Medications are typically not considered to be standalone treatments for hoarding disorder, and currently, the gold standard in the treatment of hoarding disorder is Cognitive Behavioral Therapy (CBT). CBT is a form of therapy that concentrates on addressing an individual’s belief system and modifying their belief system along with modifying their actual behavior. The CBT techniques used to treat hoarding disorder include restructuring the individual’s thoughts and beliefs regarding discarding items, learning to recognize when items are useless, and challenging the individual to ascertain between the dysfunctional aspects of their behavior and acceptable notions of being thrifty or frugal.
The formal treatment of hoarding disorder often involves the therapist going into the client’s home and helping to discard items. Research into the treatment effectiveness of therapy for hoarding disorder suggests that these home visits may actually be an essential part of the treatment and contribute significantly to the effectiveness of treatment. Family support and active family participation are encouraged.
Thus, some of the more successful treatment interventions involve the use of specific cognitive-behavioral techniques, such as thought restructuring on an individual level and the participation of the family, including formal family therapy, to help the individual to address their behavior and discard of many of their unwanted items.
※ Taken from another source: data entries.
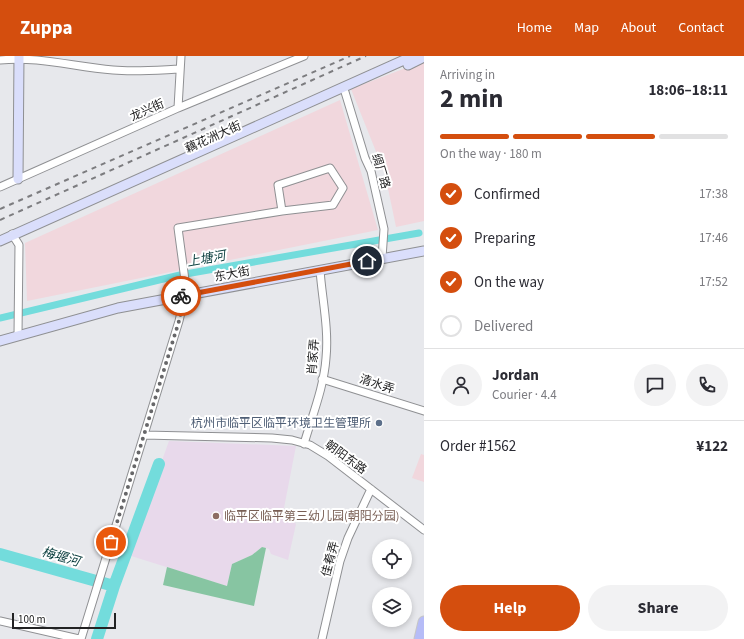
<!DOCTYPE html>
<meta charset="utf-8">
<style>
body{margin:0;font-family:"Source Sans 3","Noto Sans SC",sans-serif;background:#f2f2f3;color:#2b2b33;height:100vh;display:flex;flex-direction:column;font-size:15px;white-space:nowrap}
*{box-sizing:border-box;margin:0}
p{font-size:13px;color:#7c7c81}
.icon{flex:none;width:22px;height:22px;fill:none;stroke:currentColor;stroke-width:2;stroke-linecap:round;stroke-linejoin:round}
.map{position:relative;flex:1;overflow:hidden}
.drawer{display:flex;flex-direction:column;background:#fff;width:320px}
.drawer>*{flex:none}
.controls{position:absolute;left:372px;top:483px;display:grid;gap:8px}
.controls a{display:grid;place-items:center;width:40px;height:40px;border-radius:50%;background:#fff;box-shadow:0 2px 6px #0003;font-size:20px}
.scale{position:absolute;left:12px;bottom:10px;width:104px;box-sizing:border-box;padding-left:4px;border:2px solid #222223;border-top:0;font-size:11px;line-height:14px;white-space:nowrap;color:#222223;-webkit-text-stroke:3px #fff;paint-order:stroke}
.pin{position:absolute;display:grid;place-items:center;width:34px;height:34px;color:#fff;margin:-17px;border:2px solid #fff;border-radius:50%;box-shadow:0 1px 4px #0007}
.courier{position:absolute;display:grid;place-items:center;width:40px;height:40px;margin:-20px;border:3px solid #d44e0e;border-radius:50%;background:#fff;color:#222;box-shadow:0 1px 5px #0007}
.overview em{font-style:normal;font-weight:700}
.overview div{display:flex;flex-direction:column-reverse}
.overview{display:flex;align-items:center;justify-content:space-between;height:68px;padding:0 16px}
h1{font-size:26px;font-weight:700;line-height:30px}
.bar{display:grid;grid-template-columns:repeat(4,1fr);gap:6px 4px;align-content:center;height:48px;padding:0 16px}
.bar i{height:5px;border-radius:3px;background:#e1e1e2}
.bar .active{background:#d44e0e}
.bar p{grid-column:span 4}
.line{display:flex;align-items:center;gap:10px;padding:0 16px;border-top:1px solid #e1e1e2}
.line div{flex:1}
.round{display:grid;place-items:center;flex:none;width:42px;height:42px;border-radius:21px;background:#f2f2f3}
ol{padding:0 16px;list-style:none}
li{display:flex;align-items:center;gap:12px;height:44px}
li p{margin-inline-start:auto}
li .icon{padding:4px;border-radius:50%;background:#d44e0e;color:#fff;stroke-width:4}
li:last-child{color:#7c7c81}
li i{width:22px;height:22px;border:2px solid #e1e1e2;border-radius:50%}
.action{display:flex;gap:8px;margin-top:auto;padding:8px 16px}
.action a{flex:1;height:46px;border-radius:24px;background:#d44e0e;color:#fff;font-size:16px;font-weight:700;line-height:46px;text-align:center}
.action a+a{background:#f2f2f3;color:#2b2b33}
header{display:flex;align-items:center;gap:24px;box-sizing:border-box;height:56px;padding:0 20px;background:#d44e0e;color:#fff}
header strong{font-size:19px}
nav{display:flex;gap:22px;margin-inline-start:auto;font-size:14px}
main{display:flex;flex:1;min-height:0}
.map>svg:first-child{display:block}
.commercial{fill:#f1d7dd}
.education{fill:#e8d9eb}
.green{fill:#87c5a2}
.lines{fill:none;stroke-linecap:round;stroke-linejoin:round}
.canal{stroke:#73dcdc;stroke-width:7}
.river{stroke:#73dcdc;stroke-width:12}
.street-casing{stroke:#8f9093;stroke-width:9}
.secondary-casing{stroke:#8f9093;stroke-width:11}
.primary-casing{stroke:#c6c6c6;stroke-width:13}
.street{stroke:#fff;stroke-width:7}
.secondary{stroke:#dadefb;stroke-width:9}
.primary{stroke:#b6bcf7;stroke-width:11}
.rail{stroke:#7c7c7f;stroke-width:2;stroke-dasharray:5 5;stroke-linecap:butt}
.done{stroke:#676769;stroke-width:4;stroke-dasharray:0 7.2}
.route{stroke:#d44e0e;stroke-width:5}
.service-dot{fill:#5c6f8a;stroke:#fff;stroke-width:1.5}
.education-dot{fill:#8d6e63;stroke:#fff;stroke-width:1.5}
.labels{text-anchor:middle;stroke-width:4;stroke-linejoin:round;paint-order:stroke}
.street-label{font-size:12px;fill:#222223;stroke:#fff}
.service-label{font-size:12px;fill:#4e5e75;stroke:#fff;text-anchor:end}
.education-label{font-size:12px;fill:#785e54;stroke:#fff;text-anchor:start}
.water-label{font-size:13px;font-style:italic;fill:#0b3e3e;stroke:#fff}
</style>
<header>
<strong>Zuppa</strong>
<nav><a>Home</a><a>Map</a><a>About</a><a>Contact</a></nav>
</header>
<main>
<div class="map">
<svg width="424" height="583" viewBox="0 0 424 583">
<rect width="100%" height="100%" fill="#e7e8ec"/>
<path class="commercial" d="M 424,5 L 424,165 L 396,171 L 385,118 L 351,33 Z
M 340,44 L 378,174 L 27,245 L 25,187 Z
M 421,398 L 424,399 L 424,426 L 412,422 Z"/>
<path class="education" d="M 169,385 L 296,390 L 284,452 L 296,468 L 288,504 L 271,498 L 269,493 L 262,491 L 252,499 L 232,508 L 227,530 L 128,499 Z"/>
<path class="green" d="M 262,491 L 266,492 L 254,550 L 163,529 L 167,511 L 227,530 L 232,508 L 252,499 Z"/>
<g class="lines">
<path class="canal" d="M 0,262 L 180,219 L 419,177"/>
<path class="river" d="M 0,498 L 114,530
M 97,583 L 114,530 L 159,408"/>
<defs>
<path id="street" d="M 0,4 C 39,0 74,11 113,14 C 135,16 158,14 180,13
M 345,36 L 365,102 L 371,115 L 384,173 L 382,202
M 178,52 L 181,0
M 0,131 L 178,52 L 304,0
M 12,178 L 19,189 L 18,279
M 187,239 L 178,172 L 282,155 L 333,149 L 343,132 L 330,112 L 278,129 L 282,155
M 322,323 L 424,355
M 144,379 L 272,382 L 292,384 L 310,389 L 328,400 L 424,474
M 304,388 C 312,360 324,331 326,302 C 329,273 322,242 320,214
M 0,565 L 79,583
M 81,583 L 179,265 L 183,248 L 181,240
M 322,583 L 340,505 L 348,482 L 371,433"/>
<path id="secondary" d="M 408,9 L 424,1
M 18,123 L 19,0
M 0,185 L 413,0
M 0,285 L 118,252 L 424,195"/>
<path id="primary" d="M 420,583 L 424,566"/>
</defs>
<use href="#street" class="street-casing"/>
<use href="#secondary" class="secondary-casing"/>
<use href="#primary" class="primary-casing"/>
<use href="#street" class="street"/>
<use href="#secondary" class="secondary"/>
<use href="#primary" class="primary"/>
<path class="rail" d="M 0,153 L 350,0
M 0,164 L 366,0"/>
</g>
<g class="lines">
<path class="done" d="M 111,486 L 179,265 L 183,248 L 181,240"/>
<path class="route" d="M 181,240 L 367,205"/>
</g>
<circle class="service-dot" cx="379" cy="367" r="4"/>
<circle class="education-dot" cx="216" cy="460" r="4"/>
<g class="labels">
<g class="street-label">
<text transform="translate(147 54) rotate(-24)" y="4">龙兴街</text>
<text transform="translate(213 81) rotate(-24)" y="4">藕花洲大街</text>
<text transform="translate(381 115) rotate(73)" y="4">绸厂路</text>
<text transform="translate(232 218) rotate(-11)" y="4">东大街</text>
<text transform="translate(313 301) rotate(-85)" y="4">肖家弄</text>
<text transform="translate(377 328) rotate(18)" y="4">清水弄</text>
<text transform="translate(346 401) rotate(36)" y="4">朝阳东路</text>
<text transform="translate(330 503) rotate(-75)" y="4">佳肴弄</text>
</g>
<g class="service-label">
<text x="371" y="371">杭州市临平区临平环境卫生管理所</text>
</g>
<g class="education-label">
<text x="224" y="464">临平区临平第三幼儿园(朝阳分园)</text>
</g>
<g class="water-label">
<text transform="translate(206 202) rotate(-10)" y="5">上塘河</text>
<text transform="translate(61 500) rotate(16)" y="5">梅堰河</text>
</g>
</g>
</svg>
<div class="controls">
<a><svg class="icon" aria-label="locate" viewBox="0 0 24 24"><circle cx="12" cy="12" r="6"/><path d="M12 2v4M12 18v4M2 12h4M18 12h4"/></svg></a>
<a><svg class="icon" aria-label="layers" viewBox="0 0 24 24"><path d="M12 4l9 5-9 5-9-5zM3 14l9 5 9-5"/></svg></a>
</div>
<div class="scale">100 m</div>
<div class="pin" style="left:111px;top:486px;background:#ea580c"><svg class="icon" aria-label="bag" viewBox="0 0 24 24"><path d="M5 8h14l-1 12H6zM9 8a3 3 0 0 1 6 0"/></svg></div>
<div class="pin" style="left:367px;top:205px;background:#1f2937"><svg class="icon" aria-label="home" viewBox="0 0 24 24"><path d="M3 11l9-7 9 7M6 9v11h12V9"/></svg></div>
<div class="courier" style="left:181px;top:240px"><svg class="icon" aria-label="bike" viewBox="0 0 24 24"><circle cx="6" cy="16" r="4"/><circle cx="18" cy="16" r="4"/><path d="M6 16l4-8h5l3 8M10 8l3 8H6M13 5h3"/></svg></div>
</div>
<section class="drawer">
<div class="overview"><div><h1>2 min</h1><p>Arriving in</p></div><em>18:06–18:11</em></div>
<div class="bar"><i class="active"></i><i class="active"></i><i class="active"></i><i></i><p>On the way · 180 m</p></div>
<ol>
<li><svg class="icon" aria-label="check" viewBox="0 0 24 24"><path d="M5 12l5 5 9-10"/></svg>Confirmed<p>17:38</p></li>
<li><svg class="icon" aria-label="check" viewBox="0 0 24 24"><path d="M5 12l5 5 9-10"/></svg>Preparing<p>17:46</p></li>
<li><svg class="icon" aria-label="check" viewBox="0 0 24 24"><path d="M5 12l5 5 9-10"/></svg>On the way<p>17:52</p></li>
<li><i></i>Delivered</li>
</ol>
<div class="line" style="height:72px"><a class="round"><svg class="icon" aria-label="person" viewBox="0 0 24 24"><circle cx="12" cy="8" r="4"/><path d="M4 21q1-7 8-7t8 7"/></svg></a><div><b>Jordan</b><p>Courier · 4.4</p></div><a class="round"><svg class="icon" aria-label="chat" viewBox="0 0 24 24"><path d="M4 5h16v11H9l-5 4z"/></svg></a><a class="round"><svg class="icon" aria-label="phone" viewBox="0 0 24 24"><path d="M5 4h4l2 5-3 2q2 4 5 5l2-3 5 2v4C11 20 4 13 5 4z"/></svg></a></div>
<div class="line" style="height:52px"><div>Order #1562</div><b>¥122</b></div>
<div class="action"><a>Help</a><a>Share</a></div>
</section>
</main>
However, there are a number of cases that need long-term care, and in these cases, rates of relapse may be extremely high if the family does not enforce some type of long-term follow-up program.
For individuals who are diagnosed with co-occurring hoarding disorder and a substance use disorder or another psychiatric disorder, it is extremely important to address the co-occurring disorders simultaneously with the hoarding disorder. It is long been recognized that when an individual has more than one type of mental health disorder, simply addressing one disorder or the perceived “main” disorder and ignoring the other disorder is not a fruitful approach.
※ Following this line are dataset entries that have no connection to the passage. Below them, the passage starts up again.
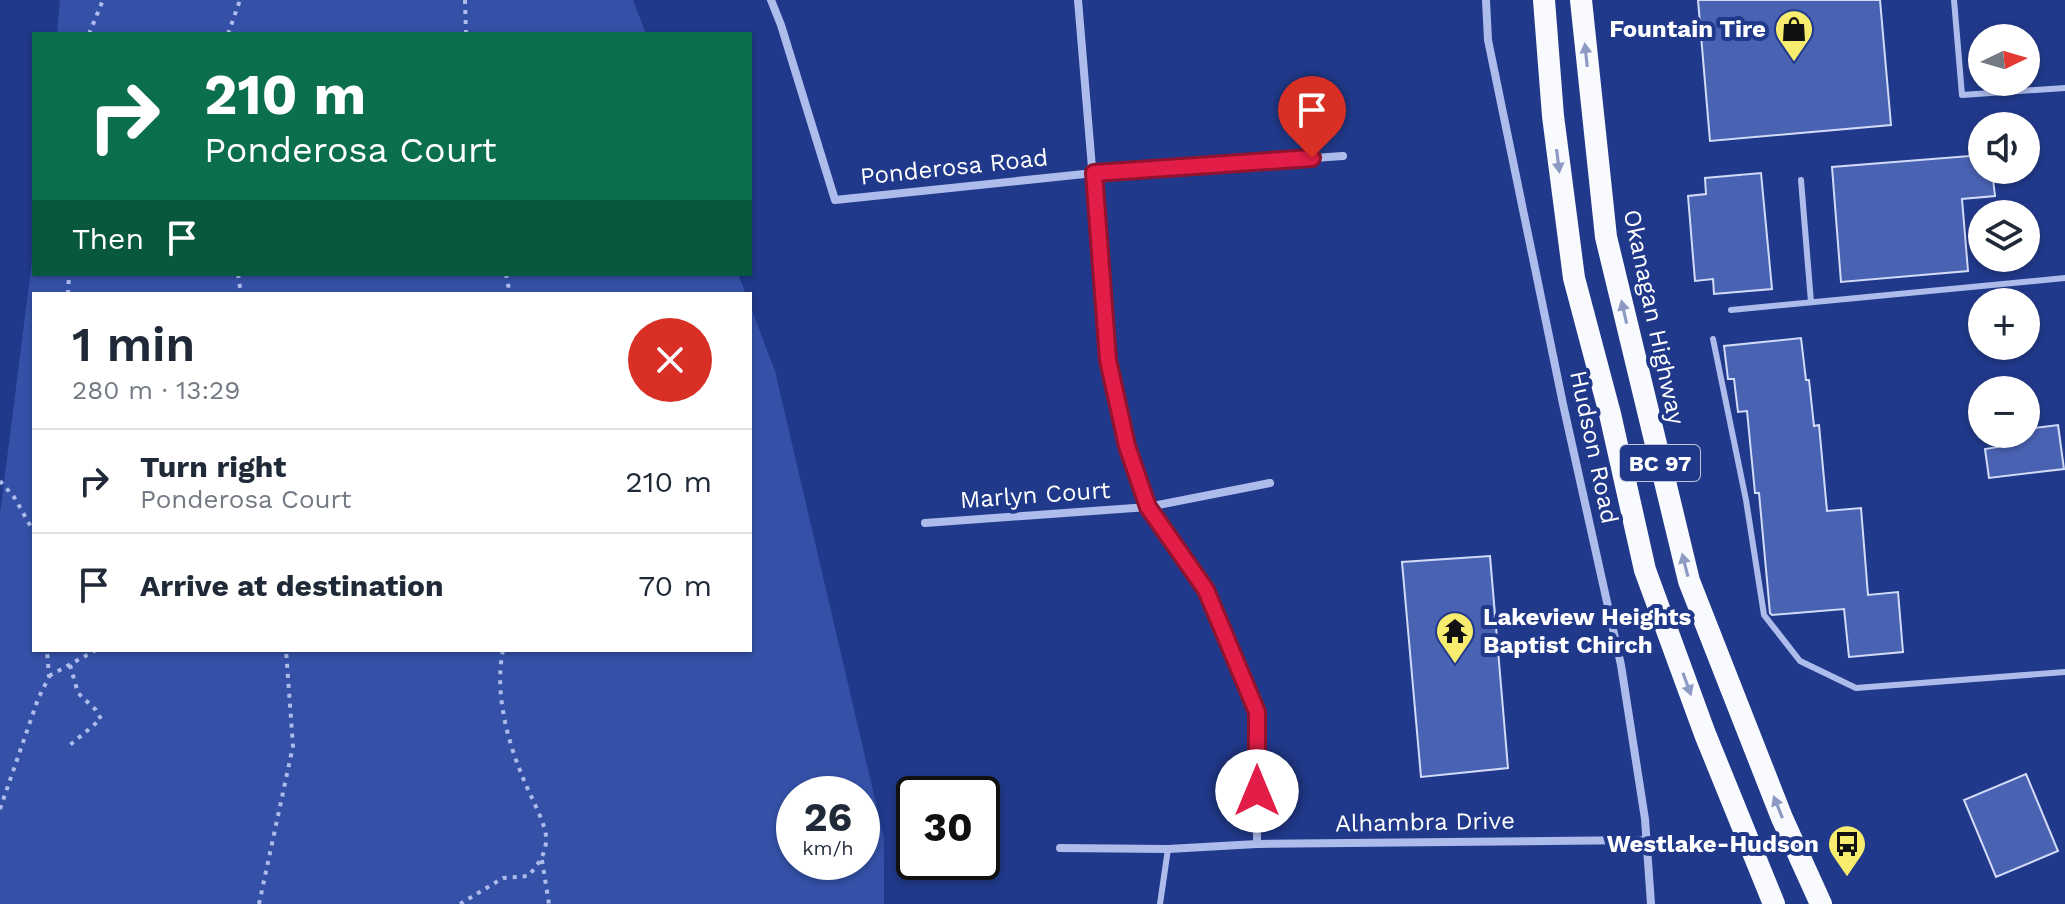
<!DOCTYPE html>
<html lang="en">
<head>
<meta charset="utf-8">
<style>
  body { margin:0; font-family:"Work Sans",sans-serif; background:#f6f6f7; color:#1f2937; height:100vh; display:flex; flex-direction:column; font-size:30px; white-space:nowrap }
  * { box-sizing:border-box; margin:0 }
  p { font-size:26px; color:#747a83 }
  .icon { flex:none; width:44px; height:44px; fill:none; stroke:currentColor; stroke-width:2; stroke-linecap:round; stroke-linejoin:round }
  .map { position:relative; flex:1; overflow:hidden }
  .side { position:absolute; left:32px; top:292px; width:720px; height:360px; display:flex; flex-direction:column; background:#fff; border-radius:0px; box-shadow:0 2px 6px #0004 }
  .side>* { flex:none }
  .hud { position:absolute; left:32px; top:32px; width:720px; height:244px; border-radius:0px; box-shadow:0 2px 6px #0004; background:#0b6e4f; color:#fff; overflow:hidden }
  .needle { width:52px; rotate:85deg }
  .tools { position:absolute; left:1968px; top:24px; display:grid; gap:16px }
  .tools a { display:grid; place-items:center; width:72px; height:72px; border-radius:50%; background:#fff; box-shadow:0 2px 6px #0004; font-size:40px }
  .speed { position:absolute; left:776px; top:776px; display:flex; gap:16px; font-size:40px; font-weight:700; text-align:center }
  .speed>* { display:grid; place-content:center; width:104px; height:104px; border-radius:50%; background:#fff; box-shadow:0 2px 6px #0004; line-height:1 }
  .speed small { font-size:20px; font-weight:400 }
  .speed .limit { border:4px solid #111; border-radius:12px; background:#fff; color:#111 }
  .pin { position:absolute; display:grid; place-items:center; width:68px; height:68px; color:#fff; margin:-82px -34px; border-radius:50% 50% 50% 0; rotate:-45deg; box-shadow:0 0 8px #0007 }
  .pin .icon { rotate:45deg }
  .me { position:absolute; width:88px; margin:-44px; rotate:0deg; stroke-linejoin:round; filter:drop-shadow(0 0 6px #0008) }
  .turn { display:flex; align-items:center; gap:28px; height:168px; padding:0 40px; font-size:36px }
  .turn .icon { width:104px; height:104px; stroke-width:2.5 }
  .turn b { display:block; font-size:56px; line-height:68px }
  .then { display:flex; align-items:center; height:76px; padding:0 40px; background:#0003; gap:16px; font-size:30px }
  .round { display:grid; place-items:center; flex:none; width:84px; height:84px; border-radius:42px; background:#f6f6f7 }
  .summary { display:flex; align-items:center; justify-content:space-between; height:136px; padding:0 40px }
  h1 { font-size:48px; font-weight:600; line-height:60px }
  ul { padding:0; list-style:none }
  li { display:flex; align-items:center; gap:24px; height:104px; padding:0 40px; border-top:2px solid #e0e1e3 }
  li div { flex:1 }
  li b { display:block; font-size:30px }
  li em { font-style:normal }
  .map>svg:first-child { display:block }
</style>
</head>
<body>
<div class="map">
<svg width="2065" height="904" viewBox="0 0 2065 904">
  <rect width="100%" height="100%" fill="#21398a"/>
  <!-- green -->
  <path fill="#3451a7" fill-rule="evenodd" d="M60,0H633L646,34H57Z
    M34,246V274H738L746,294H34V650H750V305L775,371L884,838V904H0V514ZM794,794H862V862H794Z"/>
  <!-- building -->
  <path fill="#4962b2" stroke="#d2dbf8" stroke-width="2" d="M1698,0H1880L1891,125L1710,141Z
    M1982,155V170H1992L1995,196L1962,199L1968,271L1841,282L1832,167Z
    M1761,173L1772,289L1714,294L1713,279L1695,281L1688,196L1706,194L1705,178Z
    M1801,338L1806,380H1809L1814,426L1819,425L1827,511L1861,508L1868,595L1898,592L1903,652L1849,657L1844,609L1772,615L1770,613L1759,493H1755L1747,411L1738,412L1734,379H1728L1724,346Z
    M2058,425L2064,469L1989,478L1985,449L1998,447L1996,434H2026V429Z
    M1490,556L1508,768L1421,777L1402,562Z
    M2026,774L2058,851L1996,877L1964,800Z"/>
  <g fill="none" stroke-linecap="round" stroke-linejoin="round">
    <!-- path -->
    <path stroke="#adbceb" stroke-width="4" stroke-dasharray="4 6" stroke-linecap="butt" d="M465,0L466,34
      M89,34L103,0
      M228,34L240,0
      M238,274L241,294
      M506,274L510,294
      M68,294L69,274
      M0,481L14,497L34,532
      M70,665L78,693L96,710L101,719L70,745
      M49,676L96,650
      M0,809L38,699L49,677L47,650
      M542,860L549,904
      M259,904L293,746L286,650
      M460,904L503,878L528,876C538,865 547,853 546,837C546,825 531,797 526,785C508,744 494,694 503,650"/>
    <!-- service -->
    <path stroke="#adbceb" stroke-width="6" d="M1954,0L1962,95L2065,88
      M1801,180L1811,302
      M1731,310L2065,278
      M1713,339L1746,500L1764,615L1800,661L1856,688L2065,672
      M1160,904L1168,849"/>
    <!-- minor -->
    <path stroke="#adbceb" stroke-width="8" d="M771,0L781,25L835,200L1094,173L1343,156
      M1078,0L1108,360L1127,446L1148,507L1206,590L1257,712V844
      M1486,0L1488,40L1563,404L1621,665L1645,819L1651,904
      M925,523L1148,507L1270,483
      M1060,848L1168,849L1257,844L1646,840"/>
    <!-- trunk -->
    <path stroke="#f8fafe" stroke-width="22" d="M1544,0L1553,116L1574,278L1610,414L1645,570L1705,734L1774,904
      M1581,0L1606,237L1689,581L1782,818L1821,904"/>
  </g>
  <!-- one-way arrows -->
  <defs><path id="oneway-solid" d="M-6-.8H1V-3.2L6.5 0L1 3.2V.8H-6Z" transform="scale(2)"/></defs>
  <g fill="#8c9ac4">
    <use href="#oneway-solid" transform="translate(1586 55) rotate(-96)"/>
    <use href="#oneway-solid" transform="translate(1558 161) rotate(83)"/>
    <use href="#oneway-solid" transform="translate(1624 312) rotate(-103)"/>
    <use href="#oneway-solid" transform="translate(1685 565) rotate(-104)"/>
    <use href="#oneway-solid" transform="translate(1687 684) rotate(70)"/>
    <use href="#oneway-solid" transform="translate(1778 807) rotate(-112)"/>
  </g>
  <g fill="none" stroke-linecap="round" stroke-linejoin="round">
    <!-- route casing -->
    <g stroke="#92132f" stroke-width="20">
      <path id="route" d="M1257,791V712L1206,590L1148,507L1127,446L1108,360L1094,173L1312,158"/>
    </g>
    <!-- route -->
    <use href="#route" stroke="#e11d48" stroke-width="14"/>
  </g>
  <!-- icons -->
  <defs>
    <g id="shop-pin" transform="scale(2)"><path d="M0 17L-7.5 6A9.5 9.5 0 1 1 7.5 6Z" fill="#f8ec6e" stroke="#21398a"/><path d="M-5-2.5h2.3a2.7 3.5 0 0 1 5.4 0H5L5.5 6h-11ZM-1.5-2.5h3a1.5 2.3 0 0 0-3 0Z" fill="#111"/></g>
    <g id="temple-pin" transform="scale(2)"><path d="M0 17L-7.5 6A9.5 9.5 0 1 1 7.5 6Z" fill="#f8ec6e" stroke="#21398a"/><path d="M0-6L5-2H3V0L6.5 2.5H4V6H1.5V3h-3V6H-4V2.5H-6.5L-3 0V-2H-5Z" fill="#111"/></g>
    <g id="bus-pin" transform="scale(2)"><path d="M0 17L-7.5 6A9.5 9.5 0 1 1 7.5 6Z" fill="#f8ec6e" stroke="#21398a"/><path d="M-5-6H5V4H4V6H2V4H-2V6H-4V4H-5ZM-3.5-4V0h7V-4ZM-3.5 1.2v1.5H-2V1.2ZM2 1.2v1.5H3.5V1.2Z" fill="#111"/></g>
  </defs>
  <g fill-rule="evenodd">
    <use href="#shop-pin" x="1794" y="29"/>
    <use href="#temple-pin" x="1455" y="631"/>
    <use href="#bus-pin" x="1847" y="844"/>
  </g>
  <g text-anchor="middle" stroke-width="8" stroke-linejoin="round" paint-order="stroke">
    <!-- shield labels -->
    <rect fill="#21398a" stroke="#bcc4dc" stroke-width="2" x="1620" y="445" width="80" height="36" rx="6"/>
    <g font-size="22" font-weight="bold" fill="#fff">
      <text x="1660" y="471">BC 97</text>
    </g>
    <!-- poi labels -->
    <g font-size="24" font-weight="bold" fill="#fff" stroke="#21398a" text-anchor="end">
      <text x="1766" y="37">Fountain Tire</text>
      <text x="1483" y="625" text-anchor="start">Lakeview Heights<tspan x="1483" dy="28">Baptist Chirch</tspan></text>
      <text x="1819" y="852">Westlake-Hudson</text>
    </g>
    <!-- street labels -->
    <g font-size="24" fill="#fff" stroke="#21398a">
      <text transform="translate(954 167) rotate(-6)" y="8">Ponderosa Road</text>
      <text transform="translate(1654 317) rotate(78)" y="8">Okanagan Highway</text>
      <text transform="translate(1594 447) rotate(78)" y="8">Hudson Road</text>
      <text transform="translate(1035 495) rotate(-4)" y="8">Marlyn Court</text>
      <text transform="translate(1425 822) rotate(-1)" y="8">Alhambra Drive</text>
    </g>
  </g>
</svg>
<div class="tools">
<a><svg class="needle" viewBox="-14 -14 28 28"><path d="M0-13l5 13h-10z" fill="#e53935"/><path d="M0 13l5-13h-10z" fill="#747a83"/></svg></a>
<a><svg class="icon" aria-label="sound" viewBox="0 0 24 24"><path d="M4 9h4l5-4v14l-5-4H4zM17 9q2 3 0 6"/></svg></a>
<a><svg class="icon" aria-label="layers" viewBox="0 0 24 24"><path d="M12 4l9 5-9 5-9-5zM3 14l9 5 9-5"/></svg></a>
<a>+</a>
<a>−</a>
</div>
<div class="speed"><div>26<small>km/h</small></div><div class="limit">30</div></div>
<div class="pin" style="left:1312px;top:158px;background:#d93025"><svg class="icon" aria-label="arrive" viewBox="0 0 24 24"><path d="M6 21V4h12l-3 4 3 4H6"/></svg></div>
<svg class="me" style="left:1257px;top:791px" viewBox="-20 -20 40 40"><circle r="19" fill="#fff"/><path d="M0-13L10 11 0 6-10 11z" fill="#e11d48"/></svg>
<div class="hud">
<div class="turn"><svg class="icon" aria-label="right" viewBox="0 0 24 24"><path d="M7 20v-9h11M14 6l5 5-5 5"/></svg><div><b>210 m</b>Ponderosa Court</div></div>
<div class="then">Then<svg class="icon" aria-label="arrive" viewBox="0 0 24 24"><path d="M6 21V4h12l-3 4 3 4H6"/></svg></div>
</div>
<section class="side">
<div class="summary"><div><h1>1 min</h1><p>280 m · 13:29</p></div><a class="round" style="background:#d93025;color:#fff"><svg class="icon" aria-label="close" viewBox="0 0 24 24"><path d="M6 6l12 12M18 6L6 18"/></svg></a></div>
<ul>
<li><svg class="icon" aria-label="right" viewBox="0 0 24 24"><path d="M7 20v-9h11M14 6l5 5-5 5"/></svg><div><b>Turn right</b><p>Ponderosa Court</p></div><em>210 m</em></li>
<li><svg class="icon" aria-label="arrive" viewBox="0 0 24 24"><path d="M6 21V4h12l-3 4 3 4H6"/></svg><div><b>Arrive at destination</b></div><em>70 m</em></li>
</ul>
</section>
</div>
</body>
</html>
Individuals with co-occurring disorders need to be addressed with treatment that is delivered by a multidisciplinary team. This type of approach is often referred to as an integrated treatment approach, where team members work together and address the person’s issues in their entirety. The multidisciplinary team will most often consist of a number of different physicians, therapists (e.g., counselors, social workers, psychologists, etc.), other treatment providers, and case managers. These individuals form a dynamic treatment plan for the person that addresses all issues, and then, the specialists work together in order to deliver an effective comprehensive treatment program for the individual. Specialists will treat the individual’s hoarding disorder, substance use disorder, and other issues separately; however, the team will stay in close contact so all treatment recommendations and therapeutic interventions are compatible with the individual’s full recovery. This ensures that the treatment program is effective, follows empirically validated principles of treatment, and is personalized.
The integrated treatment approach should also include the active participation of family members, and in many cases, it should include formal family therapy. Other important interventions that are pertinent to the particular case can also be included, such as vocational rehabilitation or training, tutoring for school, occupational therapy, and certain types of complementary and alternative therapies, such as music or art therapy.